**WORK INSTRUCTION:** Check each line of the data for "hidden" and select those that have it.

**SUPPLIED RECORDS:**
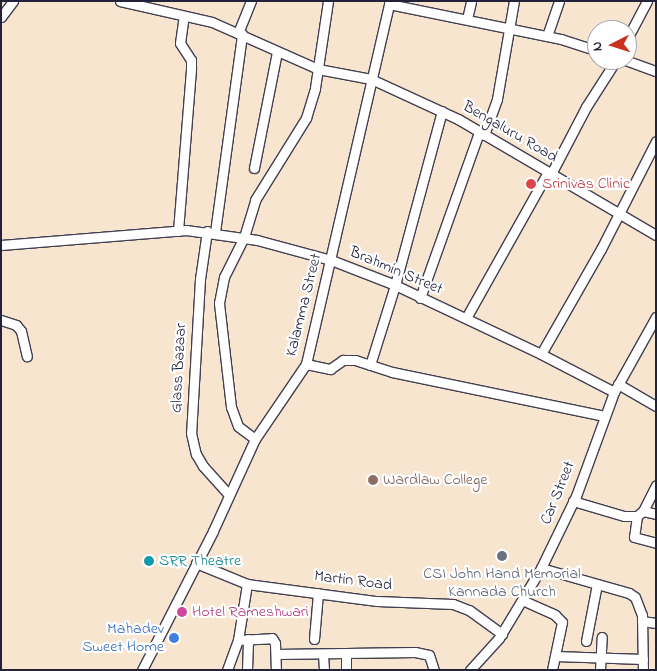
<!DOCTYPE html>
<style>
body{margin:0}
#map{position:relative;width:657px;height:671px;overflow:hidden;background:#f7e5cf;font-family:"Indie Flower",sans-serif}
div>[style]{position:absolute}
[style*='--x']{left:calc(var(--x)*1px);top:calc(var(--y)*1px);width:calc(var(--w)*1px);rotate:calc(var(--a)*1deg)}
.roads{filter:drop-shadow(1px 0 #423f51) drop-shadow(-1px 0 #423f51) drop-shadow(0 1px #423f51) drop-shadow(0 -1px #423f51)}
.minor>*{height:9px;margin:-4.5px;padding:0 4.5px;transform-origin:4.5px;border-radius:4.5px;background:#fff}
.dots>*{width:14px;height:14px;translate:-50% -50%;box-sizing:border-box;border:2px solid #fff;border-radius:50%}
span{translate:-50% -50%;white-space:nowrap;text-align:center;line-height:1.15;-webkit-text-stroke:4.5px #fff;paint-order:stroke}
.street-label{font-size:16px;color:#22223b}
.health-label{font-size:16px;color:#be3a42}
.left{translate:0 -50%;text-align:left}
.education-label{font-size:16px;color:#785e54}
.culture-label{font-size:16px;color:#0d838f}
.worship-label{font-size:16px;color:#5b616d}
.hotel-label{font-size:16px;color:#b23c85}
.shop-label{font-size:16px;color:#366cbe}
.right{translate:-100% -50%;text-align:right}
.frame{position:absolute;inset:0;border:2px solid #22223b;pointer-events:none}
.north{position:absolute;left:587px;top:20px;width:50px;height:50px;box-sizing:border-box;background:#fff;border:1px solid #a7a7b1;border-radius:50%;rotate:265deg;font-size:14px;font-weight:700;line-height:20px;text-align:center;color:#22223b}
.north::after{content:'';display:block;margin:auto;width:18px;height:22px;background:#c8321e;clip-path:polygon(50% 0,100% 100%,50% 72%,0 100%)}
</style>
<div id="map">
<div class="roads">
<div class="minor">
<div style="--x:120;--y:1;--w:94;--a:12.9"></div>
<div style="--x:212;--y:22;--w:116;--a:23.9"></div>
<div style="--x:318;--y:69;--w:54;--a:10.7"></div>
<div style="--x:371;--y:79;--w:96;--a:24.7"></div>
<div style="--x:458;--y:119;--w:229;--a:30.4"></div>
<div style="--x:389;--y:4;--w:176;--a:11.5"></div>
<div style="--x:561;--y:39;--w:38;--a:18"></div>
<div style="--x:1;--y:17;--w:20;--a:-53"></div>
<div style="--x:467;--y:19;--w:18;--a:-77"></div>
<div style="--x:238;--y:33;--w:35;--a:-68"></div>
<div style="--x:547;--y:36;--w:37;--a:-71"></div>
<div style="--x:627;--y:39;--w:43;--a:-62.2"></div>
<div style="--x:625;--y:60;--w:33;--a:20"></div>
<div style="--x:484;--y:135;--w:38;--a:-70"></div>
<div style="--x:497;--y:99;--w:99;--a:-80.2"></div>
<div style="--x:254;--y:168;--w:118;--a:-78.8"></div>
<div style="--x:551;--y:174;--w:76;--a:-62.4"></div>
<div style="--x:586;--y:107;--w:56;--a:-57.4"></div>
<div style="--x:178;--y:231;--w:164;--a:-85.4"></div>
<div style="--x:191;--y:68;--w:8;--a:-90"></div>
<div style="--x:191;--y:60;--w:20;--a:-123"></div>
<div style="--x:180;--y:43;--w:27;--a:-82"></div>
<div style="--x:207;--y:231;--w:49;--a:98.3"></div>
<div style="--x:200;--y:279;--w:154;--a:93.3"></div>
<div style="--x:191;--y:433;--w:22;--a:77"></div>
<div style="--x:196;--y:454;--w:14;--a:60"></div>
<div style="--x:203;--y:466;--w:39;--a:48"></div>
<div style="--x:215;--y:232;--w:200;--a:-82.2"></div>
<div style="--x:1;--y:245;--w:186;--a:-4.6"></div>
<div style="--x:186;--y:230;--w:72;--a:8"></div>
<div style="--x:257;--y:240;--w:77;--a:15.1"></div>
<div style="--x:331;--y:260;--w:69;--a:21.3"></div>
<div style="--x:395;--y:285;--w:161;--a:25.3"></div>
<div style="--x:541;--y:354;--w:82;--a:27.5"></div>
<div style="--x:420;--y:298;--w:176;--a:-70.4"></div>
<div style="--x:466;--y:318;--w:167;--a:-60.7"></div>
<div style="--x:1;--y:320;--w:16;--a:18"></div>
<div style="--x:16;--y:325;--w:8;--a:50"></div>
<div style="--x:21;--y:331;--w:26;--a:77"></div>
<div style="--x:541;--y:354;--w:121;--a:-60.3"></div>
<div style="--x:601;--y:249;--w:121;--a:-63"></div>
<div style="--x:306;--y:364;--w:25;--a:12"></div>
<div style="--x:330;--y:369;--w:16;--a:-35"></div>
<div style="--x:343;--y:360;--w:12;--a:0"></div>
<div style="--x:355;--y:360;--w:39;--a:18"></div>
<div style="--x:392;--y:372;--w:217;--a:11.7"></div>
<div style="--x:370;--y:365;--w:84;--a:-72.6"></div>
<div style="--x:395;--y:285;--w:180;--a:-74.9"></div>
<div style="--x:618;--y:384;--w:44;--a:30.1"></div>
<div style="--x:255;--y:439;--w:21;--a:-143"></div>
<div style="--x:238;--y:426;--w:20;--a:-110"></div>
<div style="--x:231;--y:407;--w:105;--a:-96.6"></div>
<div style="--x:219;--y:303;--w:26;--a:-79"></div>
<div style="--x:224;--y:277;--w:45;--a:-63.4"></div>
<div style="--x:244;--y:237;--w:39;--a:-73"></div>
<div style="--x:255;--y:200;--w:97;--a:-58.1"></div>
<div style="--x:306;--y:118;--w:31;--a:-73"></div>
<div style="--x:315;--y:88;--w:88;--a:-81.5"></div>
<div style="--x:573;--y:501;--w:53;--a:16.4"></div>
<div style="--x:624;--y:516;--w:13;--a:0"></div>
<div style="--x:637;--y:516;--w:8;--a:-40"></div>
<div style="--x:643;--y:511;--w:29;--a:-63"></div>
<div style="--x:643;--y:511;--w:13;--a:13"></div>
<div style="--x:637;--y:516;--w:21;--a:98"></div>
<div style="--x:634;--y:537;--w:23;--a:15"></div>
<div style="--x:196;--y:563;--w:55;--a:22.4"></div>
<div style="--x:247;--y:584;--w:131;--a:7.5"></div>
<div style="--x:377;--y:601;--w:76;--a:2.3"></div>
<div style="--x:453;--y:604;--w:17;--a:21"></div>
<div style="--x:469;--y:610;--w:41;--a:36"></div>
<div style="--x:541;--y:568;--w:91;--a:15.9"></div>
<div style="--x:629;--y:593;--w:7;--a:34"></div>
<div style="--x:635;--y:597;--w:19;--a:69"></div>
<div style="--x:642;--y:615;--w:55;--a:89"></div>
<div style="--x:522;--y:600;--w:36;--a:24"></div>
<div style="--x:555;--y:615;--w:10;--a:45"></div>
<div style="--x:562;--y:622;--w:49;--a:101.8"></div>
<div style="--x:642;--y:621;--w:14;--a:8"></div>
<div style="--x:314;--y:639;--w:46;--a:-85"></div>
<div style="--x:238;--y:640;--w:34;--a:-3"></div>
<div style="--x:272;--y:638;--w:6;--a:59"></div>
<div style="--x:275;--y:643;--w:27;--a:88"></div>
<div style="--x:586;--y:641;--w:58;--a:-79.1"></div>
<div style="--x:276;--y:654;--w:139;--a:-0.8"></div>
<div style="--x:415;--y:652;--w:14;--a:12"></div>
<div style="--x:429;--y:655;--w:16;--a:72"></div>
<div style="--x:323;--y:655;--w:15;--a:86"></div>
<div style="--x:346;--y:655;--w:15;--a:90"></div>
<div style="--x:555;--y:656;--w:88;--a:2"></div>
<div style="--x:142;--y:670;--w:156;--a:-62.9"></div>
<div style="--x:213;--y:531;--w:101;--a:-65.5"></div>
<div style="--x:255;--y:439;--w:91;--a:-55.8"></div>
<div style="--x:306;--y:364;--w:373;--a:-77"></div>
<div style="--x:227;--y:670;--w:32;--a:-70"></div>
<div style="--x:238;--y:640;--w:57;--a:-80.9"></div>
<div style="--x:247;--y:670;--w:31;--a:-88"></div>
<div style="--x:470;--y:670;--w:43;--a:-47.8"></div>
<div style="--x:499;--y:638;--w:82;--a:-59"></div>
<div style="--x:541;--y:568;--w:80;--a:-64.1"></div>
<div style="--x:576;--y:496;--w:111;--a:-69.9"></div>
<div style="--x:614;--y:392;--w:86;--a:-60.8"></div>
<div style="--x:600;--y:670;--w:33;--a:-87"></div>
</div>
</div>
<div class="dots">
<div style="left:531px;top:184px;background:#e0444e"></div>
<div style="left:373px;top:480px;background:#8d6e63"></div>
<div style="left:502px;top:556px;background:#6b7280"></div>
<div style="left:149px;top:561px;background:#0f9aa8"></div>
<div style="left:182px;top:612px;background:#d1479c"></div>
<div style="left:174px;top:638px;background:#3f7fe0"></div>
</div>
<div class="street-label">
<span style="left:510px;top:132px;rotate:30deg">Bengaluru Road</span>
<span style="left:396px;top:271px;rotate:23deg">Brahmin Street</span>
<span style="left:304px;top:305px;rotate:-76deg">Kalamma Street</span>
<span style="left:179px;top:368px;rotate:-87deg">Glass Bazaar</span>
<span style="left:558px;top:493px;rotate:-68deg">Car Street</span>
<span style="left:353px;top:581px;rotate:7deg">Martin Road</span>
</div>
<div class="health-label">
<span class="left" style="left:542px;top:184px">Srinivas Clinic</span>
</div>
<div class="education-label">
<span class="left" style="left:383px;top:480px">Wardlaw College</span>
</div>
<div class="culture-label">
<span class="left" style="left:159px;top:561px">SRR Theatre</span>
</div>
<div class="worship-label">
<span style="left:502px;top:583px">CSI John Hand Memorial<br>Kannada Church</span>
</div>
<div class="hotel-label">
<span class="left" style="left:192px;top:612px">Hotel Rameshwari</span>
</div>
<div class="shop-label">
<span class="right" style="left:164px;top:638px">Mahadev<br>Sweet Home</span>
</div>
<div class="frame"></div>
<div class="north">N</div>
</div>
---
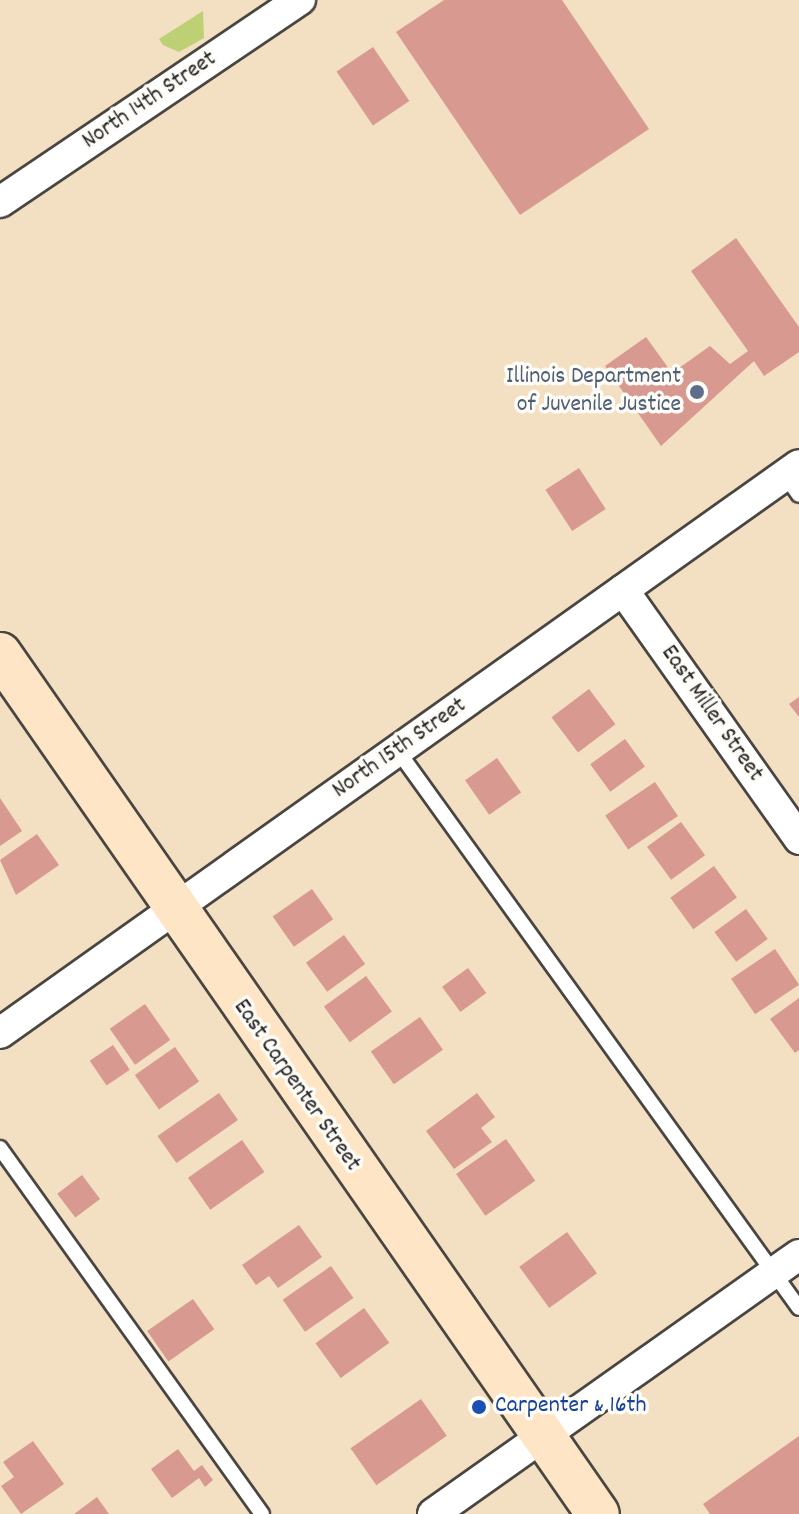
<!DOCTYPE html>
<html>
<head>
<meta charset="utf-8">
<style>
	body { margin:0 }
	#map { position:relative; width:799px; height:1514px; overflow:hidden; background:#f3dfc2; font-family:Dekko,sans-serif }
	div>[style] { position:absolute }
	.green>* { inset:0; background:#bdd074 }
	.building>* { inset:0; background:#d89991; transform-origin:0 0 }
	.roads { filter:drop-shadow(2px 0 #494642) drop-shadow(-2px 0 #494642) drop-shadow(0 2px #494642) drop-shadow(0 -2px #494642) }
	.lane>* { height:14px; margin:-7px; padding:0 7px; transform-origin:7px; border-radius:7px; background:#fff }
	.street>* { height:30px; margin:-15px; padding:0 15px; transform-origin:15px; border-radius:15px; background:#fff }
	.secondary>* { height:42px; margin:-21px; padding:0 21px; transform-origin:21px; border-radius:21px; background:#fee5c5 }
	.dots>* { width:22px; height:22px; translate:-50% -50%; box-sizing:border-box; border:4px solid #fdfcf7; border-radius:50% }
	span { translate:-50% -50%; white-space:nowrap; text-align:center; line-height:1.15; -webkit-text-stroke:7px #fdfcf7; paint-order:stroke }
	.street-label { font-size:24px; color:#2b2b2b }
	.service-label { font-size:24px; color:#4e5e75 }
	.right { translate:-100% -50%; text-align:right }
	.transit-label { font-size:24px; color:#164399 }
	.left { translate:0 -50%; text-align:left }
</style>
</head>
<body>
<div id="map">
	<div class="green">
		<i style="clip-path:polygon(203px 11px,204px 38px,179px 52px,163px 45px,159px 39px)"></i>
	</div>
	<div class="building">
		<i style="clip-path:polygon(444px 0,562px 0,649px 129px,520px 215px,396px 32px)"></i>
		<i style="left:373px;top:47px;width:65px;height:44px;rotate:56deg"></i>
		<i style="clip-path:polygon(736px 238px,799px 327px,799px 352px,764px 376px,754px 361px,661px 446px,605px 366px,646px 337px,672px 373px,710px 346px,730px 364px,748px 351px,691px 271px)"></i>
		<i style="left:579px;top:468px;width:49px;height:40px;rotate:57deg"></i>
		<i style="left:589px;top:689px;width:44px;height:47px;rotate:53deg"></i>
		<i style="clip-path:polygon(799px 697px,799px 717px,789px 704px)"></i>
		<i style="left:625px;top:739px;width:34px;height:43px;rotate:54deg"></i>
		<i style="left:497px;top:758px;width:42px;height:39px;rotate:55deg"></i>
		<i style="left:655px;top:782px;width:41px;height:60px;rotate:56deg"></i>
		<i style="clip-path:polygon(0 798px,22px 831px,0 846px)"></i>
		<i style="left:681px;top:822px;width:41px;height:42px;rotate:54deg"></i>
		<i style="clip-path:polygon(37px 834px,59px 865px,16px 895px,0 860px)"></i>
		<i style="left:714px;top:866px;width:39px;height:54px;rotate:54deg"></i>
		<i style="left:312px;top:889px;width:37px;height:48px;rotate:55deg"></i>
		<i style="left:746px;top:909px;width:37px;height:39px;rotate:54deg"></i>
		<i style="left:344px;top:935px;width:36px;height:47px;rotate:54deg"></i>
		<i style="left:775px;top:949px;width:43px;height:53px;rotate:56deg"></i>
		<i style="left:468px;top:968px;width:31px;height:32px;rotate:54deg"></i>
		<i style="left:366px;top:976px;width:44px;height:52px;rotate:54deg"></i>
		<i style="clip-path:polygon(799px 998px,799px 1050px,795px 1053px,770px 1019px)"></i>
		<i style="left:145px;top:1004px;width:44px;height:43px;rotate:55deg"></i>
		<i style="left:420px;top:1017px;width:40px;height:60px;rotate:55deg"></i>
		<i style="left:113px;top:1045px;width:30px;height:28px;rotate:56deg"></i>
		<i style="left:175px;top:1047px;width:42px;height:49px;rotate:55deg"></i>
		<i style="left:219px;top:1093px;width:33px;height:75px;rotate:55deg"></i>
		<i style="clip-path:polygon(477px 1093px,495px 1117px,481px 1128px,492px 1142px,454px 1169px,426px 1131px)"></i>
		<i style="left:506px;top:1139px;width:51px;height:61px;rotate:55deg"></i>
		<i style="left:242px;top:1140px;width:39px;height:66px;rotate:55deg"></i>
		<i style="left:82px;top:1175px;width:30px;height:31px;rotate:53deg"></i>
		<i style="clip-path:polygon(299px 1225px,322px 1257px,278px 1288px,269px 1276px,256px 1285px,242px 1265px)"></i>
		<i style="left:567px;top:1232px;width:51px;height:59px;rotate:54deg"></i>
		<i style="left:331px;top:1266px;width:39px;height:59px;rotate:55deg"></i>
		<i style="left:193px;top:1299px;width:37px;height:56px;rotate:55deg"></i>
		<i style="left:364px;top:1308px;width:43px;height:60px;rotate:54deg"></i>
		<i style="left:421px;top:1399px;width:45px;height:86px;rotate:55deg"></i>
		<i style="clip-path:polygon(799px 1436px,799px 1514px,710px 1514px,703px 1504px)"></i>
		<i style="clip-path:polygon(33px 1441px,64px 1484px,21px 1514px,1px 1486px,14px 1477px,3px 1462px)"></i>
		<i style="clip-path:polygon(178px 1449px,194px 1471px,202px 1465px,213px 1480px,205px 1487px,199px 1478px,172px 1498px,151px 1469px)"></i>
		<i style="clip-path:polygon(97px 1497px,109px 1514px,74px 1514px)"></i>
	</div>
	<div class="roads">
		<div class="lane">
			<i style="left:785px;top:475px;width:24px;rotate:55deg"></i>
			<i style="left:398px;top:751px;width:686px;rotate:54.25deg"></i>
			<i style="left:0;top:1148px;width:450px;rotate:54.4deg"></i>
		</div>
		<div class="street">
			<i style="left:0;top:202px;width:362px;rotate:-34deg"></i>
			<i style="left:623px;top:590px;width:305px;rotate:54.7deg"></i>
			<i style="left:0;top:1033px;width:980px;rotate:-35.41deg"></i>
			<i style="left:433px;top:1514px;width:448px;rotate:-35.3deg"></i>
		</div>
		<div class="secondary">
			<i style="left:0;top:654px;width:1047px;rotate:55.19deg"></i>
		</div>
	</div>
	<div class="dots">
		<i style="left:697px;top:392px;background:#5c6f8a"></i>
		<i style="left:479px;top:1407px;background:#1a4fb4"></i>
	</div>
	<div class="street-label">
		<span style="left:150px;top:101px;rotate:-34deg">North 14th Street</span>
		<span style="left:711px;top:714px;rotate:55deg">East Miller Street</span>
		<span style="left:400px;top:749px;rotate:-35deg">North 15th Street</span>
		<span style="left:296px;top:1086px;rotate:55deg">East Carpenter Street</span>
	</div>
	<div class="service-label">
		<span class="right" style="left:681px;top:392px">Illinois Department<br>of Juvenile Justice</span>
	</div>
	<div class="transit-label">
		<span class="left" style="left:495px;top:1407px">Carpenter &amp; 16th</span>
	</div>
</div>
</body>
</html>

**SOLUTION TO THIS TASK:**
#map{position:relative;width:657px;height:671px;overflow:hidden;background:#f7e5cf;font-family:"Indie Flower",sans-serif}
	#map { position:relative; width:799px; height:1514px; overflow:hidden; background:#f3dfc2; font-family:Dekko,sans-serif }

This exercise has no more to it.